# EXERCISE DATA:
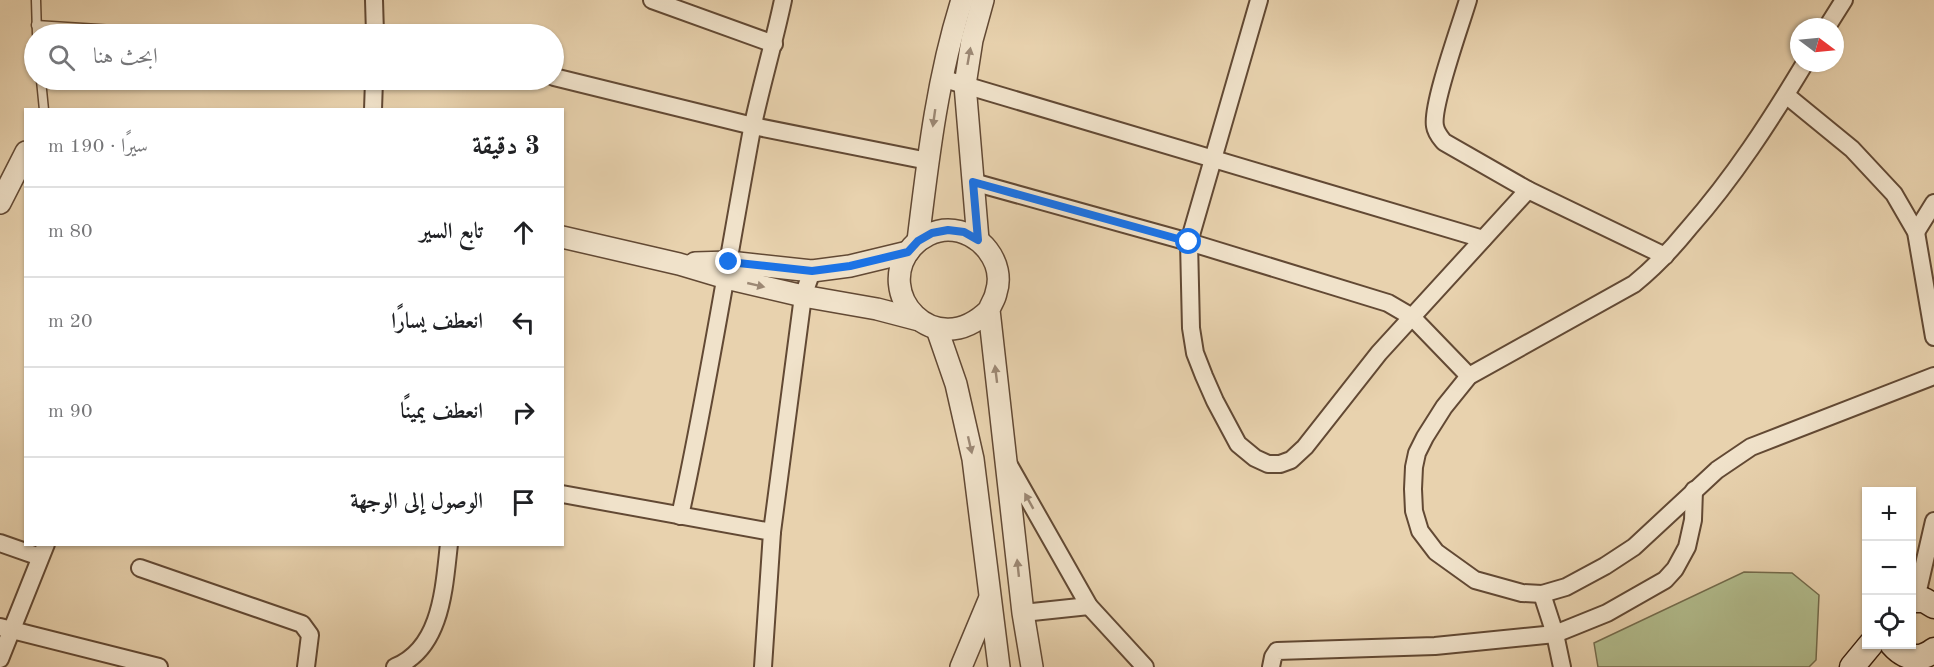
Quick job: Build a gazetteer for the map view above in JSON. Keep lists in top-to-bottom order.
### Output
{
  "north": "right",
  "page": {
    "search": "ابحث هنا",
    "heading": ["3 دقيقة", "سيرًا · 190 m"],
    "list": [
      ["تابع السير", "80 m"],
      ["انعطف يسارًا", "20 m"],
      ["انعطف يمينًا", "90 m"],
      "الوصول إلى الوجهة"
    ],
    "map_buttons": ["+", "−"]
  }
}
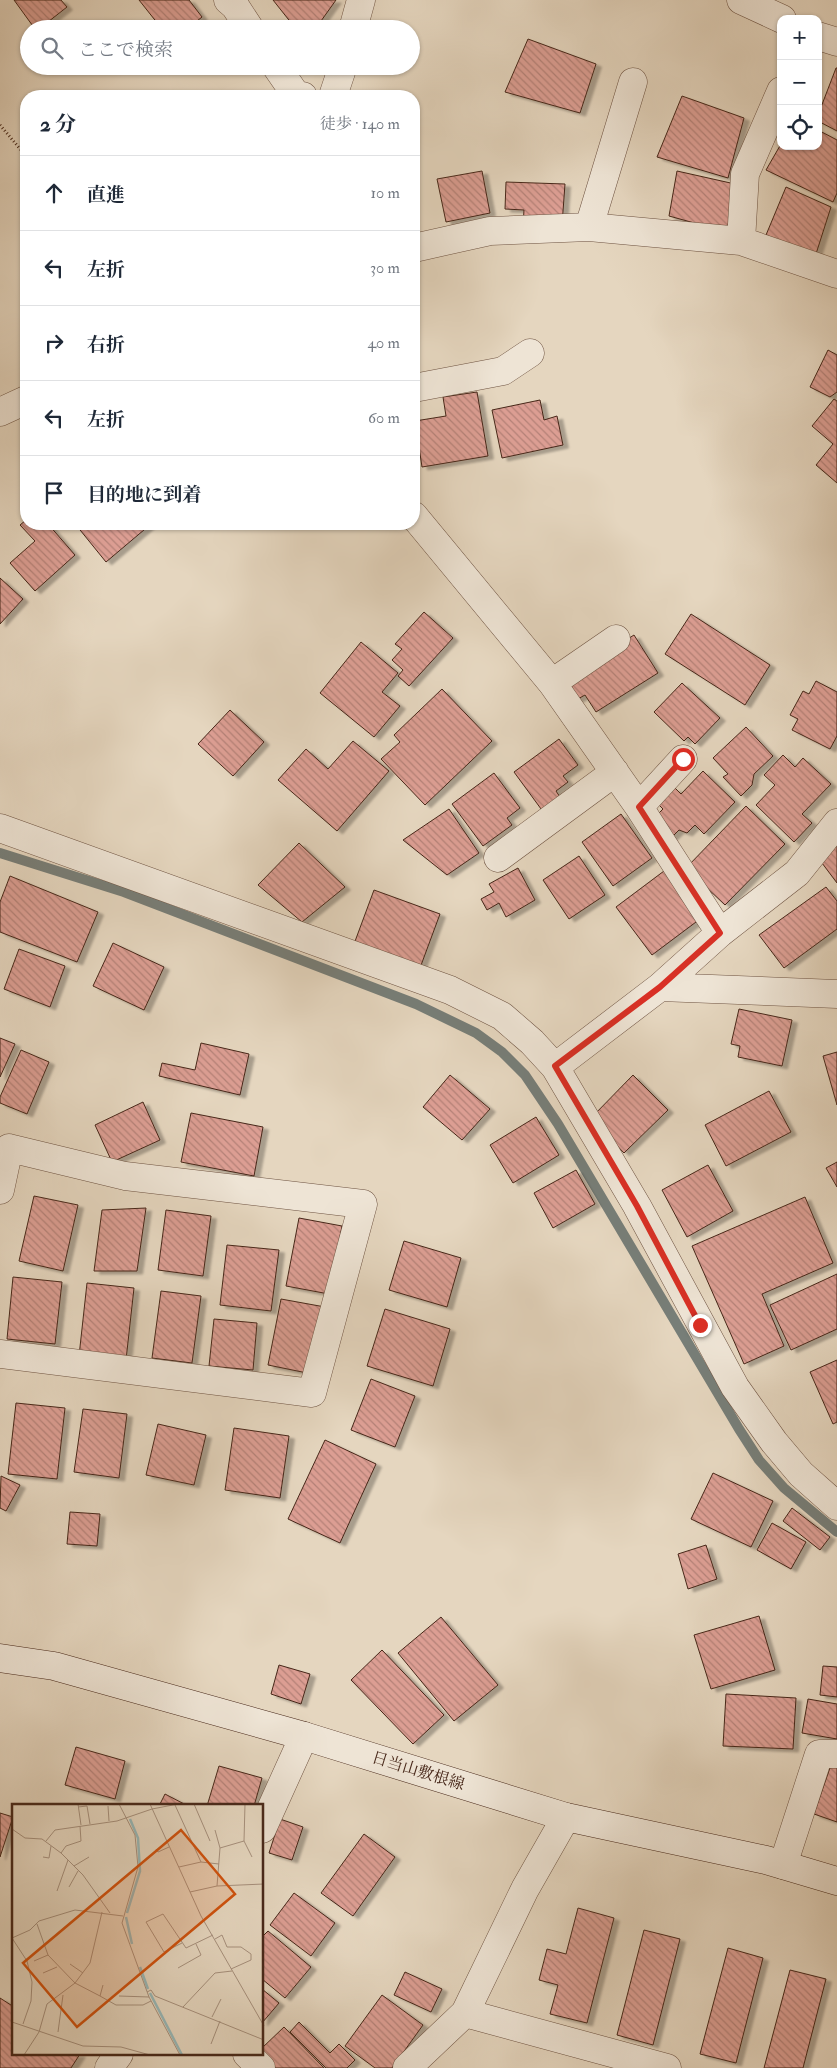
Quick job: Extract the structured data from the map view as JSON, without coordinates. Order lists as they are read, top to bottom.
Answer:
{
  "streets": {
    "street": ["日当山敷根線"]
  },
  "page": {
    "map_buttons": ["+", "−"],
    "search": "ここで検索",
    "heading": ["2 分", "徒歩 · 140 m"],
    "list": [
      ["直進", "10 m"],
      ["左折", "30 m"],
      ["右折", "40 m"],
      ["左折", "60 m"],
      "目的地に到着"
    ]
  }
}
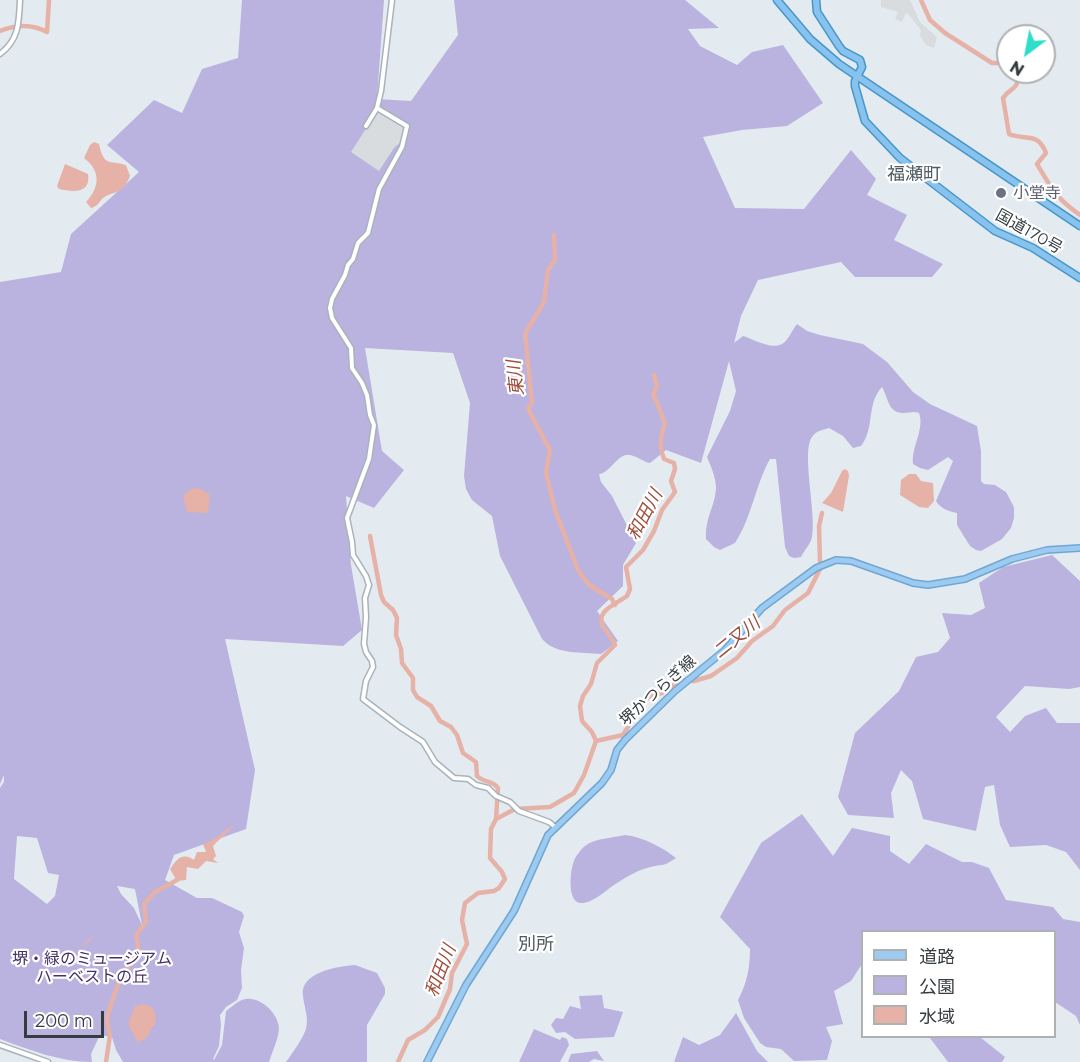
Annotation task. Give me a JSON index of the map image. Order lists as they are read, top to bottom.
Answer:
{
  "streets": {
    "highway": ["国道170号"],
    "main road": ["堺かつらぎ線"]
  },
  "districts": ["福瀬町", "別所"],
  "water": ["東川", "和田川", "二又川"],
  "parks": ["堺・緑のミュージアム ハーベストの丘"],
  "places": ["小堂寺"],
  "legend": ["道路", "公園", "水域"],
  "scale_bar": "200 m",
  "north": "bottom left"
}
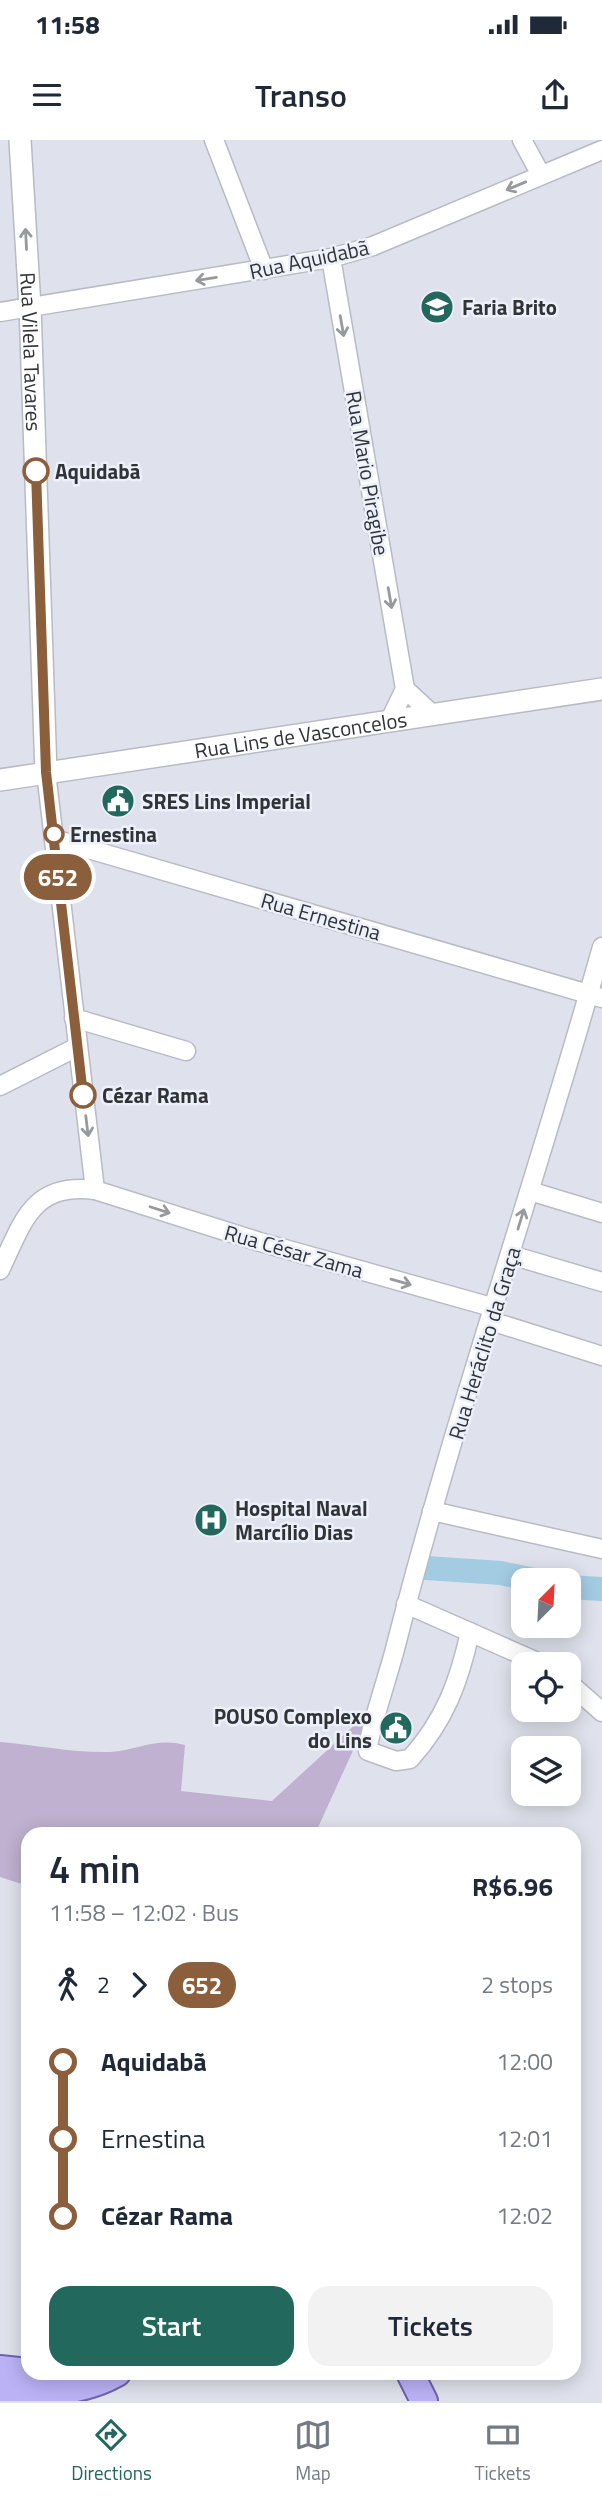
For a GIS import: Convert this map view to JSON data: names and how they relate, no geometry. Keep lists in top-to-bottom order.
{
  "streets": {
    "street": [
      "Rua Aquidabã",
      "Rua Vilela Tavares",
      "Rua Mario Piragibe",
      "Rua Lins de Vasconcelos",
      "Rua Ernestina",
      "Rua César Zama",
      "Rua Heráclito da Graça"
    ]
  },
  "crossings": [
    ["Rua Aquidabã", "Rua Vilela Tavares"],
    ["Rua Aquidabã", "Rua Mario Piragibe"],
    ["Rua Vilela Tavares", "Rua Lins de Vasconcelos"],
    ["Rua Vilela Tavares", "Rua Ernestina"],
    ["Rua Vilela Tavares", "Rua César Zama"],
    ["Rua Ernestina", "Rua Heráclito da Graça"],
    ["Rua César Zama", "Rua Heráclito da Graça"]
  ],
  "one_way": ["Rua Aquidabã", "Rua Mario Piragibe", "Rua César Zama"],
  "places": {
    "school or university": ["Faria Brito"],
    "other": ["Aquidabã", "Ernestina", "Cézar Rama"],
    "public building": ["SRES Lins Imperial", "POUSO Complexo do Lins"],
    "hospital": ["Hospital Naval Marcílio Dias"]
  },
  "lines": ["bus line 652"],
  "north": "top right",
  "page": {
    "status": "11:58",
    "header": "Transo",
    "on_map": "652",
    "heading": ["4 min", "11:58 – 12:02 · Bus", "R$6.96"],
    "legs": ["2", "652", "2 stops"],
    "list": [
      {
        "name": "Aquidabã",
        "value": "12:00"
      },
      {
        "name": "Ernestina",
        "value": "12:01"
      },
      {
        "name": "Cézar Rama",
        "value": "12:02"
      }
    ],
    "buttons": ["Start", "Tickets"],
    "tabs": ["Directions", "Map", "Tickets"]
  }
}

# TASK DIRECTIONS:
Transcribe every entry exactly, leaving out the pictures.

# TASK RESPONSE:
Quick job: Build a gazetteer for the map view above in JSON. Keep lists in top-to-bottom order.
### Output
{
  "north": "right",
  "page": {
    "search": "ابحث هنا",
    "heading": ["3 دقيقة", "سيرًا · 190 m"],
    "list": [
      ["تابع السير", "80 m"],
      ["انعطف يسارًا", "20 m"],
      ["انعطف يمينًا", "90 m"],
      "الوصول إلى الوجهة"
    ],
    "map_buttons": ["+", "−"]
  }
}
Quick job: Extract the structured data from the map view as JSON, without coordinates. Order lists as they are read, top to bottom.
Answer:
{
  "streets": {
    "street": ["日当山敷根線"]
  },
  "page": {
    "map_buttons": ["+", "−"],
    "search": "ここで検索",
    "heading": ["2 分", "徒歩 · 140 m"],
    "list": [
      ["直進", "10 m"],
      ["左折", "30 m"],
      ["右折", "40 m"],
      ["左折", "60 m"],
      "目的地に到着"
    ]
  }
}
Annotation task. Give me a JSON index of the map image. Order lists as they are read, top to bottom.
Answer:
{
  "streets": {
    "highway": ["国道170号"],
    "main road": ["堺かつらぎ線"]
  },
  "districts": ["福瀬町", "別所"],
  "water": ["東川", "和田川", "二又川"],
  "parks": ["堺・緑のミュージアム ハーベストの丘"],
  "places": ["小堂寺"],
  "legend": ["道路", "公園", "水域"],
  "scale_bar": "200 m",
  "north": "bottom left"
}
For a GIS import: Convert this map view to JSON data: names and how they relate, no geometry. Keep lists in top-to-bottom order.
{
  "streets": {
    "street": [
      "Rua Aquidabã",
      "Rua Vilela Tavares",
      "Rua Mario Piragibe",
      "Rua Lins de Vasconcelos",
      "Rua Ernestina",
      "Rua César Zama",
      "Rua Heráclito da Graça"
    ]
  },
  "crossings": [
    ["Rua Aquidabã", "Rua Vilela Tavares"],
    ["Rua Aquidabã", "Rua Mario Piragibe"],
    ["Rua Vilela Tavares", "Rua Lins de Vasconcelos"],
    ["Rua Vilela Tavares", "Rua Ernestina"],
    ["Rua Vilela Tavares", "Rua César Zama"],
    ["Rua Ernestina", "Rua Heráclito da Graça"],
    ["Rua César Zama", "Rua Heráclito da Graça"]
  ],
  "one_way": ["Rua Aquidabã", "Rua Mario Piragibe", "Rua César Zama"],
  "places": {
    "school or university": ["Faria Brito"],
    "other": ["Aquidabã", "Ernestina", "Cézar Rama"],
    "public building": ["SRES Lins Imperial", "POUSO Complexo do Lins"],
    "hospital": ["Hospital Naval Marcílio Dias"]
  },
  "lines": ["bus line 652"],
  "north": "top right",
  "page": {
    "status": "11:58",
    "header": "Transo",
    "on_map": "652",
    "heading": ["4 min", "11:58 – 12:02 · Bus", "R$6.96"],
    "legs": ["2", "652", "2 stops"],
    "list": [
      {
        "name": "Aquidabã",
        "value": "12:00"
      },
      {
        "name": "Ernestina",
        "value": "12:01"
      },
      {
        "name": "Cézar Rama",
        "value": "12:02"
      }
    ],
    "buttons": ["Start", "Tickets"],
    "tabs": ["Directions", "Map", "Tickets"]
  }
}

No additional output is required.